▸ **TASK DESCRIPTION**:
Your job is to reproduce all of the data exactly.

▸ **DATA SEGMENT**:
+===+
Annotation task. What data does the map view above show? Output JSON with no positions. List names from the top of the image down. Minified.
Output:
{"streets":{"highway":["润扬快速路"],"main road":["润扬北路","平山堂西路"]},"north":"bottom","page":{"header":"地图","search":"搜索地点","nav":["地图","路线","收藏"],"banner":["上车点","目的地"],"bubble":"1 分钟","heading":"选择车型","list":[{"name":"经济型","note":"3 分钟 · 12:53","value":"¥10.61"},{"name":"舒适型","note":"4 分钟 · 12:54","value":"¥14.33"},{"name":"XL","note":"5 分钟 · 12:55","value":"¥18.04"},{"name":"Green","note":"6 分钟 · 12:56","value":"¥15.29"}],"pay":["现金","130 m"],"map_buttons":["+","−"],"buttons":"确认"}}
+===+
▸ **TASK OUTPUT**:
Annotation task. What data does the map view above show? Output JSON with no positions. List names from the top of the image down. Minified.
Output:
{"streets":{"highway":["润扬快速路"],"main road":["润扬北路","平山堂西路"]},"north":"bottom","page":{"header":"地图","search":"搜索地点","nav":["地图","路线","收藏"],"banner":["上车点","目的地"],"bubble":"1 分钟","heading":"选择车型","list":[{"name":"经济型","note":"3 分钟 · 12:53","value":"¥10.61"},{"name":"舒适型","note":"4 分钟 · 12:54","value":"¥14.33"},{"name":"XL","note":"5 分钟 · 12:55","value":"¥18.04"},{"name":"Green","note":"6 分钟 · 12:56","value":"¥15.29"}],"pay":["现金","130 m"],"map_buttons":["+","−"],"buttons":"确认"}}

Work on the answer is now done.